> Prompt: All lines in the entries below that hold "Order" make up the answer.

....

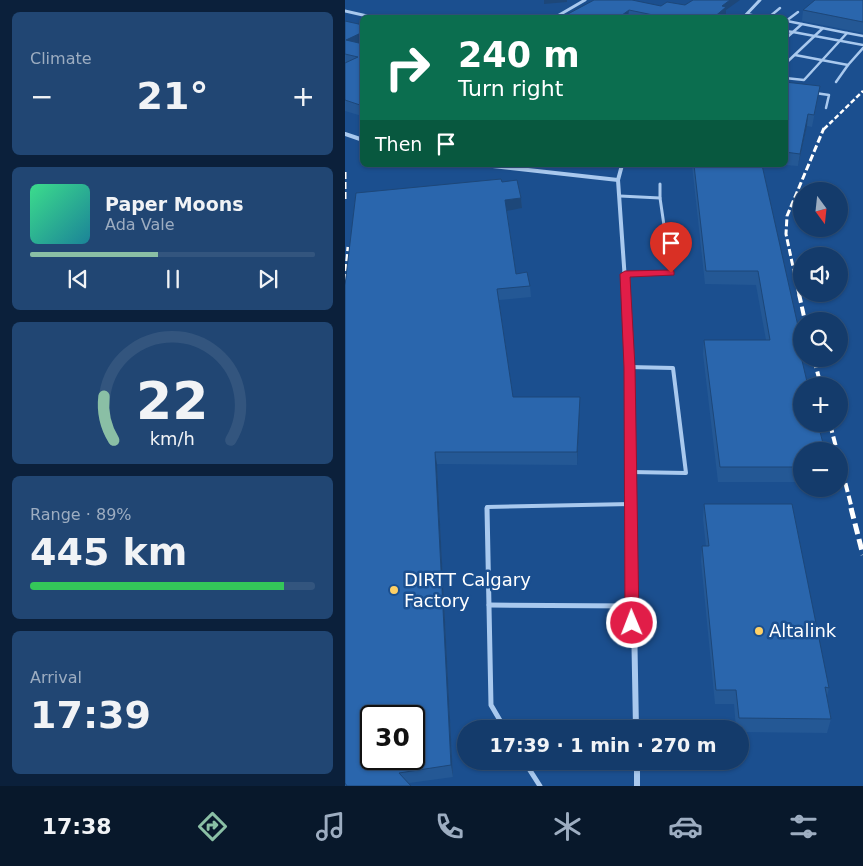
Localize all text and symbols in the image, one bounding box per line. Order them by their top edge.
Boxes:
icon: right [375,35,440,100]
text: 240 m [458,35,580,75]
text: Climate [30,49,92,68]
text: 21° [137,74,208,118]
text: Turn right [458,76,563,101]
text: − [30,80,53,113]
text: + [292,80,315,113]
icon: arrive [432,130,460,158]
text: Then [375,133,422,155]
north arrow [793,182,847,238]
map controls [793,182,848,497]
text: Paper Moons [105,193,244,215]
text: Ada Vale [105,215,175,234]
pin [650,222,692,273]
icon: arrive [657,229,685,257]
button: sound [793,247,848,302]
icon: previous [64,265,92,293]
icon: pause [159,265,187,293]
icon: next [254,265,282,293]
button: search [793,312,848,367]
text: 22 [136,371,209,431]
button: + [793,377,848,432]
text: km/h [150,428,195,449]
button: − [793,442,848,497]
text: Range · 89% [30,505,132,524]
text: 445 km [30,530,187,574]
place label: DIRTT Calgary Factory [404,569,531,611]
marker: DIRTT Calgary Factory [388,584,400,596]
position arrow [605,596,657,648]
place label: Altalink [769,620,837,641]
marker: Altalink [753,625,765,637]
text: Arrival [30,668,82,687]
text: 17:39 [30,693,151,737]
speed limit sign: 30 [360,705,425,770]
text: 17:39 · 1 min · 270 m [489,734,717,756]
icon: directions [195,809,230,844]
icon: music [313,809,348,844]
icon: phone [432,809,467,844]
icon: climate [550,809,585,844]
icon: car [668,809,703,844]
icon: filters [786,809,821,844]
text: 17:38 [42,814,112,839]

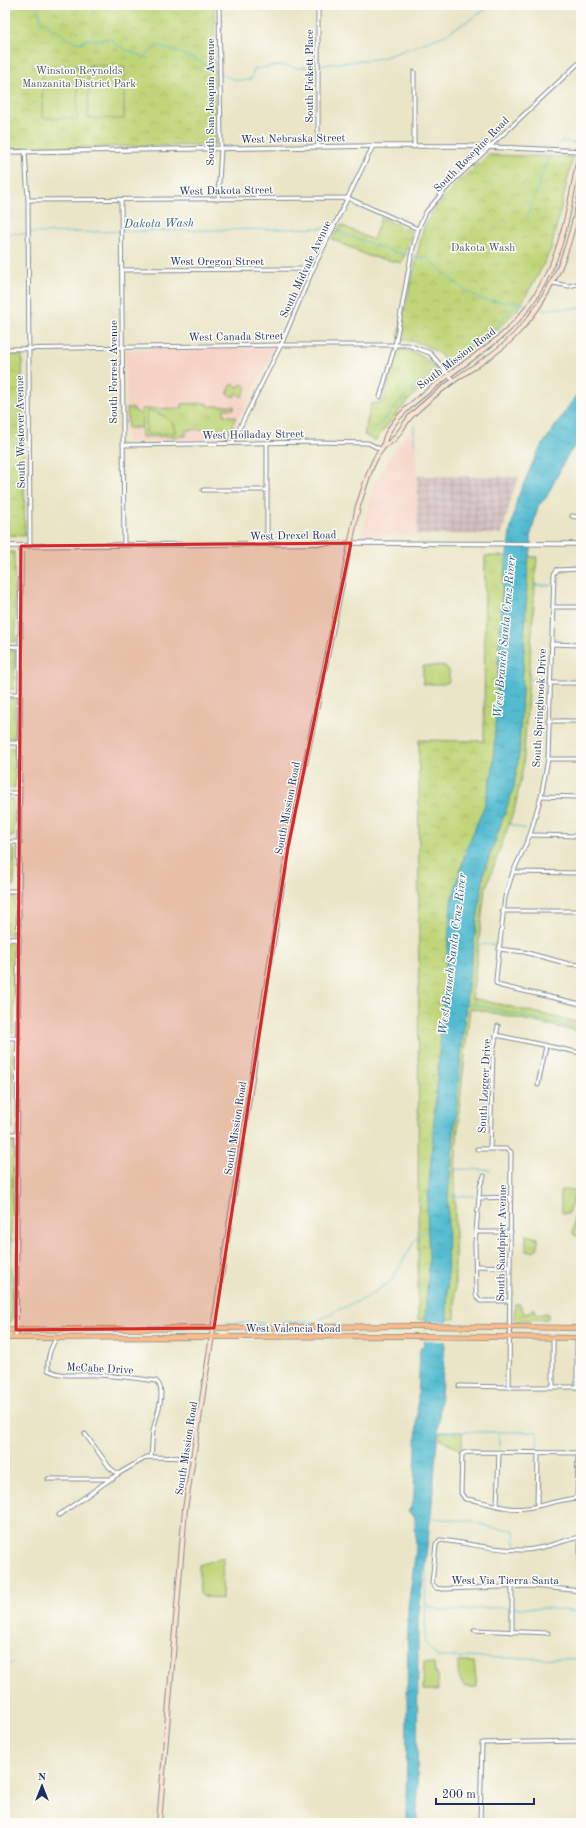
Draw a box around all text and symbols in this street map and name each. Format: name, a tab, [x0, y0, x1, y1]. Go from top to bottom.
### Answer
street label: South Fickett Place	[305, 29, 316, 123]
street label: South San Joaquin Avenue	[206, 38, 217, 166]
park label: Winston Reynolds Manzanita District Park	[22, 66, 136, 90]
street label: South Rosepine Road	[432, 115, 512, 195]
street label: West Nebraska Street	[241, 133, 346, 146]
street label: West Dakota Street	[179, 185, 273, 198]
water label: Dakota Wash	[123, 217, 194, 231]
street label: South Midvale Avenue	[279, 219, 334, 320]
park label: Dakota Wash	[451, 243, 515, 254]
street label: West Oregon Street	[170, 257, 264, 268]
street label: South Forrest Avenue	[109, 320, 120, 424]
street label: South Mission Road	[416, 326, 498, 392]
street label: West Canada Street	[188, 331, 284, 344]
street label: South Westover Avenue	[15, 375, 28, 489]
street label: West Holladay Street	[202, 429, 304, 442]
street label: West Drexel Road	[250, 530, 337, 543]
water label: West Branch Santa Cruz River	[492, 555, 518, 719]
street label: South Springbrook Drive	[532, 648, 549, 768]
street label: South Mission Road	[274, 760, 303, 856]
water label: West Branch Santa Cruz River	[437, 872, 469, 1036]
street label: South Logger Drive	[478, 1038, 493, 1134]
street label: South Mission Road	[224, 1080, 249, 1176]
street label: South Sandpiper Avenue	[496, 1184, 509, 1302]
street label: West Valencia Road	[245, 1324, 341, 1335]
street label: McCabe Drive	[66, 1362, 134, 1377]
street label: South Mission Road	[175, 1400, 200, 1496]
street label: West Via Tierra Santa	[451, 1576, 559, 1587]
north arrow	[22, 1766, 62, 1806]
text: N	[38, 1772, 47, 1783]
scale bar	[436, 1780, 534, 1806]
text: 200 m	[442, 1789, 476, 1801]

....

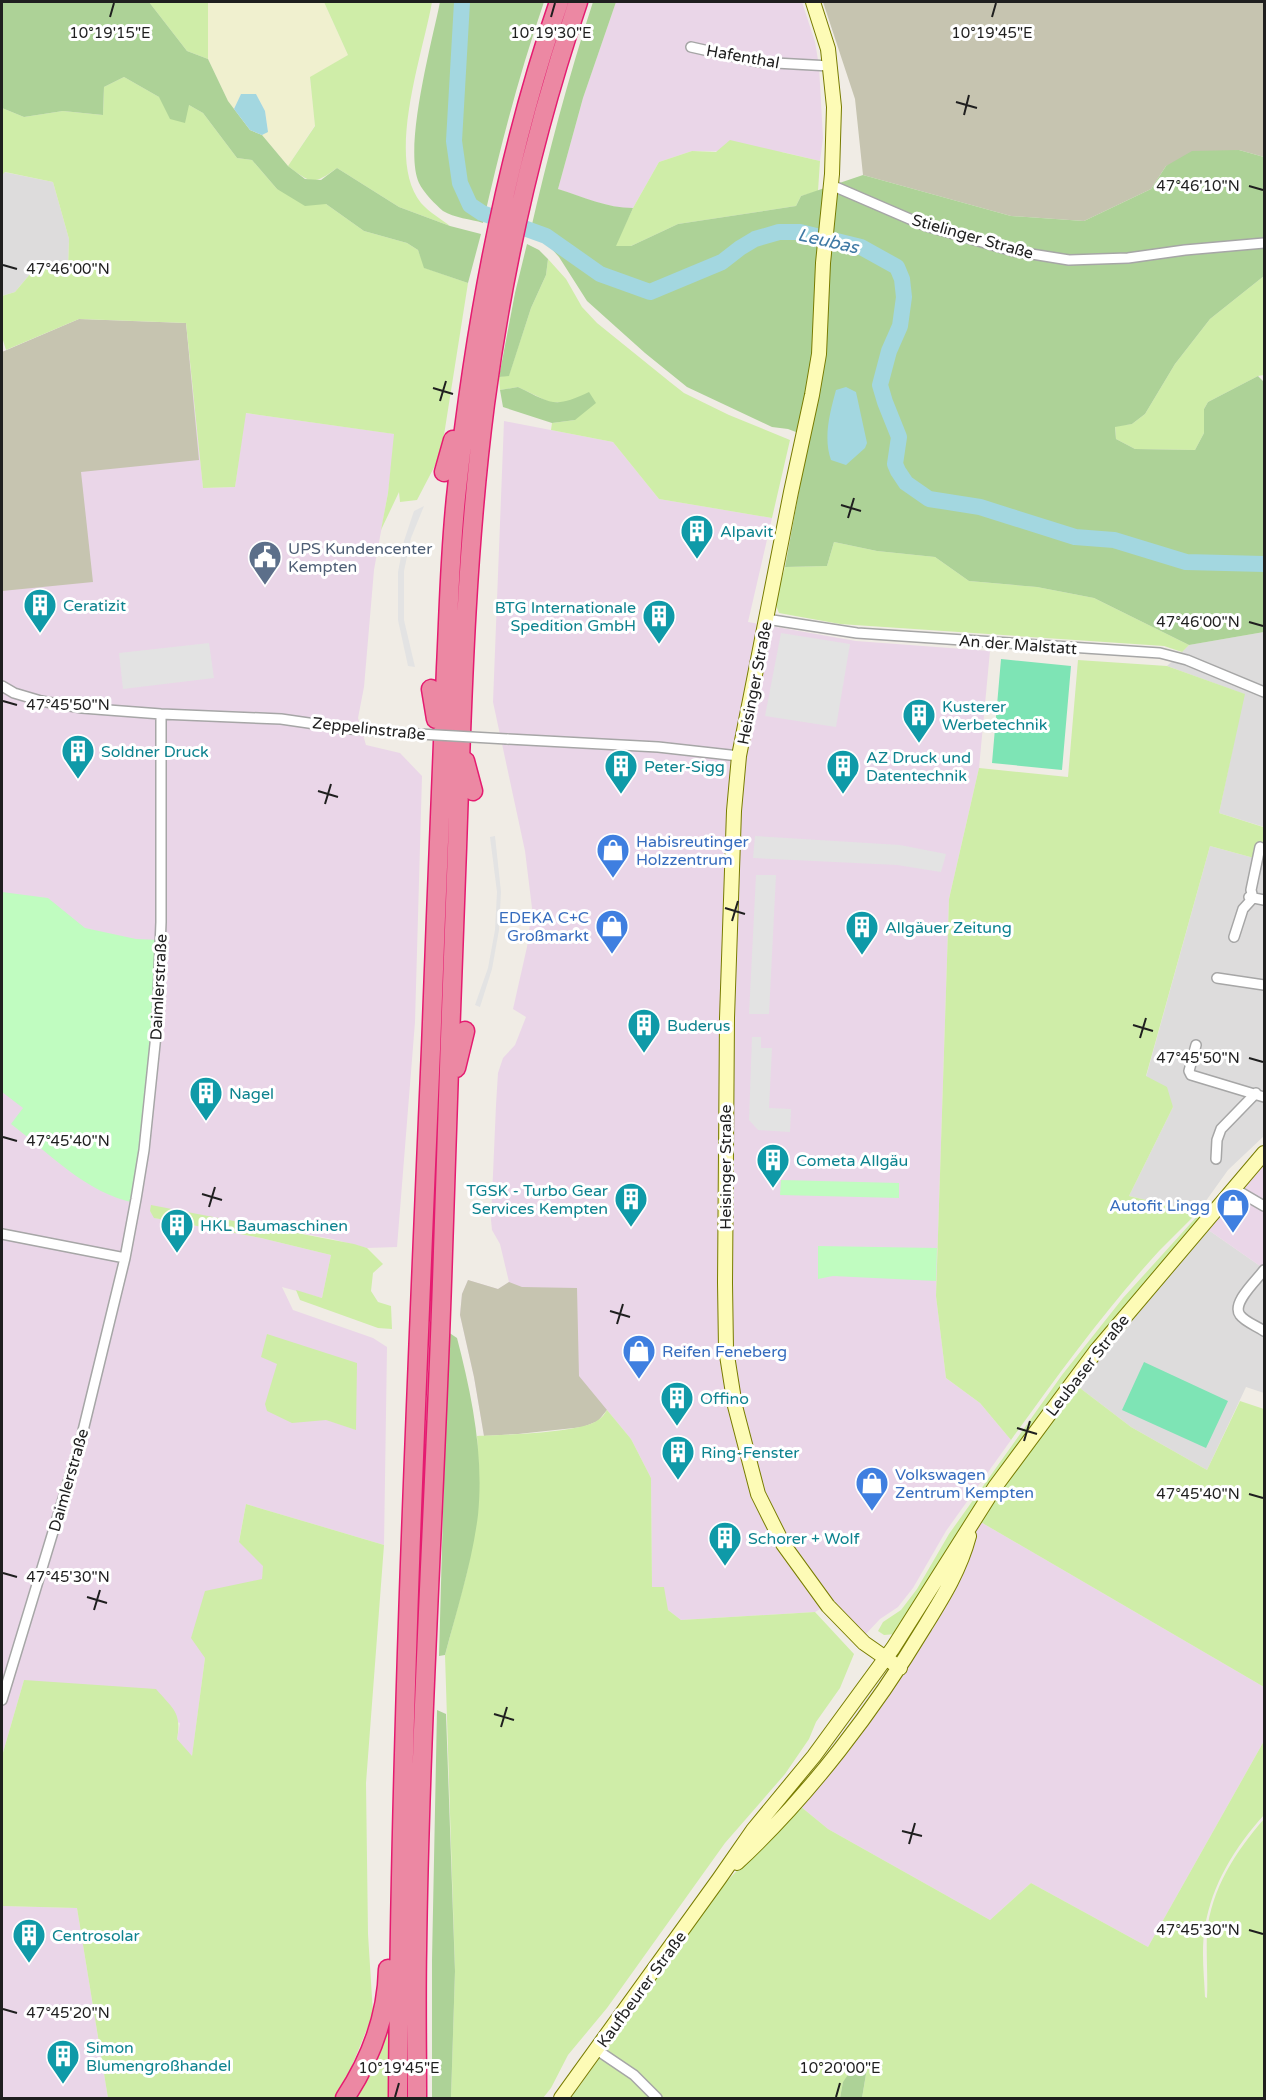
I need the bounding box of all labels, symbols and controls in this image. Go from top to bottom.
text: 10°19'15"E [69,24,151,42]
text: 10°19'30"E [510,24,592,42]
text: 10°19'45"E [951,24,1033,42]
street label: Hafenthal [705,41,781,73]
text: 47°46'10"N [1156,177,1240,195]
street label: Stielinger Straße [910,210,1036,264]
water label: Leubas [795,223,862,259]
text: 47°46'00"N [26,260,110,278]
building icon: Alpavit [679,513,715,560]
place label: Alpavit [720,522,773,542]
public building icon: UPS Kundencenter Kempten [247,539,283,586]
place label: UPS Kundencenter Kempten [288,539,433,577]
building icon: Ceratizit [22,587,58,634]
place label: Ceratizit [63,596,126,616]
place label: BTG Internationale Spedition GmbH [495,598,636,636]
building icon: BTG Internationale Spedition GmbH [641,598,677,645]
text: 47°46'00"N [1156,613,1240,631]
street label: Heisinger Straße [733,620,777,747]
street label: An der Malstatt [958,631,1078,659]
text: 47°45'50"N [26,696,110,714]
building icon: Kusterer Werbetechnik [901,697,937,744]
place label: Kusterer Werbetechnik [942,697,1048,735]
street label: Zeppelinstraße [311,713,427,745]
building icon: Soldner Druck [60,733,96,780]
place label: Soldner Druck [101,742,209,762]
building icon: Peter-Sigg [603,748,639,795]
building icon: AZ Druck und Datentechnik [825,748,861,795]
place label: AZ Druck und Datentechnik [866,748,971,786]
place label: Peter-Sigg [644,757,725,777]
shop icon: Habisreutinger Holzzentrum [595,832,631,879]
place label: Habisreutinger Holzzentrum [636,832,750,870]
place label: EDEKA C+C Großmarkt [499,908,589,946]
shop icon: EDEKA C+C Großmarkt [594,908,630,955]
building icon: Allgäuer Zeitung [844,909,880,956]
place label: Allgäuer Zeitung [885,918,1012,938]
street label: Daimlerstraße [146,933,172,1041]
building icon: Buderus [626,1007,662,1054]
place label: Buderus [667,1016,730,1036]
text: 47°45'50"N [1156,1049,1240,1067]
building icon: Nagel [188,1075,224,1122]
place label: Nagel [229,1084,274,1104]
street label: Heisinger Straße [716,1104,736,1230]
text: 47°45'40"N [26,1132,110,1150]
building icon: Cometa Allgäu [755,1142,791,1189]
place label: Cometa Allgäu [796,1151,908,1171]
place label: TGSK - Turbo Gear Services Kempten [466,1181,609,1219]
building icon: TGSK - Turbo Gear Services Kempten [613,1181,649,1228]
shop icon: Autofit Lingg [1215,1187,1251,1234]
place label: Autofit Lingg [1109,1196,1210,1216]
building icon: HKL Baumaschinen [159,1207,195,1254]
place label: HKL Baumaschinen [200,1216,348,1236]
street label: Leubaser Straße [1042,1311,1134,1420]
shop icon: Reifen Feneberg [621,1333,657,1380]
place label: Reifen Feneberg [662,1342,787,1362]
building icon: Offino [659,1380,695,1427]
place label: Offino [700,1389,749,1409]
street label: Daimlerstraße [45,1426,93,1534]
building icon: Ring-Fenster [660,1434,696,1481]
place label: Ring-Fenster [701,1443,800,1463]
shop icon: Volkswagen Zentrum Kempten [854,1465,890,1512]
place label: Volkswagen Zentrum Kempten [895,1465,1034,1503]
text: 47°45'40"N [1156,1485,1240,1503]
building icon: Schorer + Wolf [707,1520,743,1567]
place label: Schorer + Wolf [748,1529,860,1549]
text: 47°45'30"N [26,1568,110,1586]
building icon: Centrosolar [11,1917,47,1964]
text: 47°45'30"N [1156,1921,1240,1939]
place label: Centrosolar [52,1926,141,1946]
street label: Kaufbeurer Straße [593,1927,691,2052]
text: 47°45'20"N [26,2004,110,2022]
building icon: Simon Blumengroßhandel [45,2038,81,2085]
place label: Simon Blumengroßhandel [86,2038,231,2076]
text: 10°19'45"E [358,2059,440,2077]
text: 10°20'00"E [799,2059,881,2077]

....

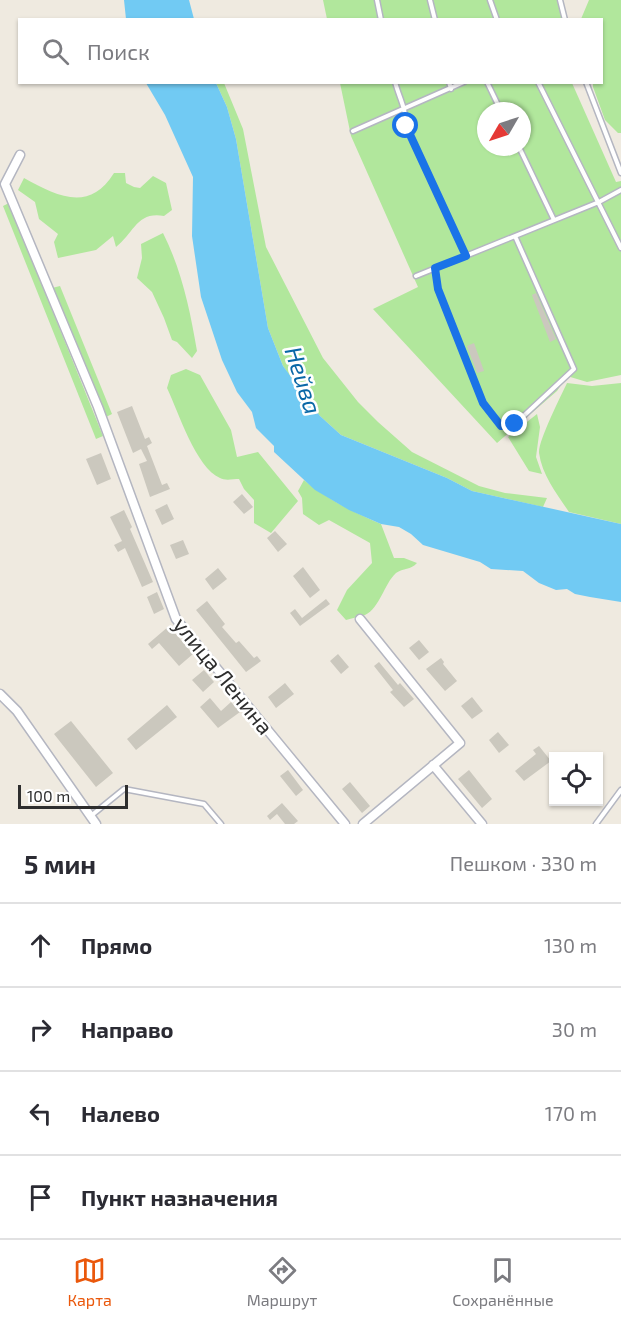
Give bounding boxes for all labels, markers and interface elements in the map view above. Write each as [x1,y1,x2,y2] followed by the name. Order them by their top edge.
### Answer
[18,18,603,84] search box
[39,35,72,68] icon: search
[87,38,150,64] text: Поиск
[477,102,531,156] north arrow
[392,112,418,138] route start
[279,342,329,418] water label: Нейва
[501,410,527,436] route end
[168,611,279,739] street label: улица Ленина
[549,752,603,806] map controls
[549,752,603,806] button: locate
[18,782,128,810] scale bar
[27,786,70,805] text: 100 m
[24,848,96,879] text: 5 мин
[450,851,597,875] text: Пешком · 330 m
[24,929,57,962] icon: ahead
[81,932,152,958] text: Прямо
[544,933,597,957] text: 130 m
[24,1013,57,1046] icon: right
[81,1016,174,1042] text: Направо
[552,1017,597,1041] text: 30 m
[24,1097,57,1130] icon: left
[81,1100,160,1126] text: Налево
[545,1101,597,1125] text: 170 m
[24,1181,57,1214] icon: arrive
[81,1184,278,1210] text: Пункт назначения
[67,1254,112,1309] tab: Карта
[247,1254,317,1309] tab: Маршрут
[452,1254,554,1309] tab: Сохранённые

....

> Exercise result:
Localize all text and symbols in the image, one bounding box per line. Order them by their top edge.
Give bounding boxes for all labels, markers and interface elements in the map view above. Write each as [x1,y1,x2,y2] followed by the name. Order them by their top edge.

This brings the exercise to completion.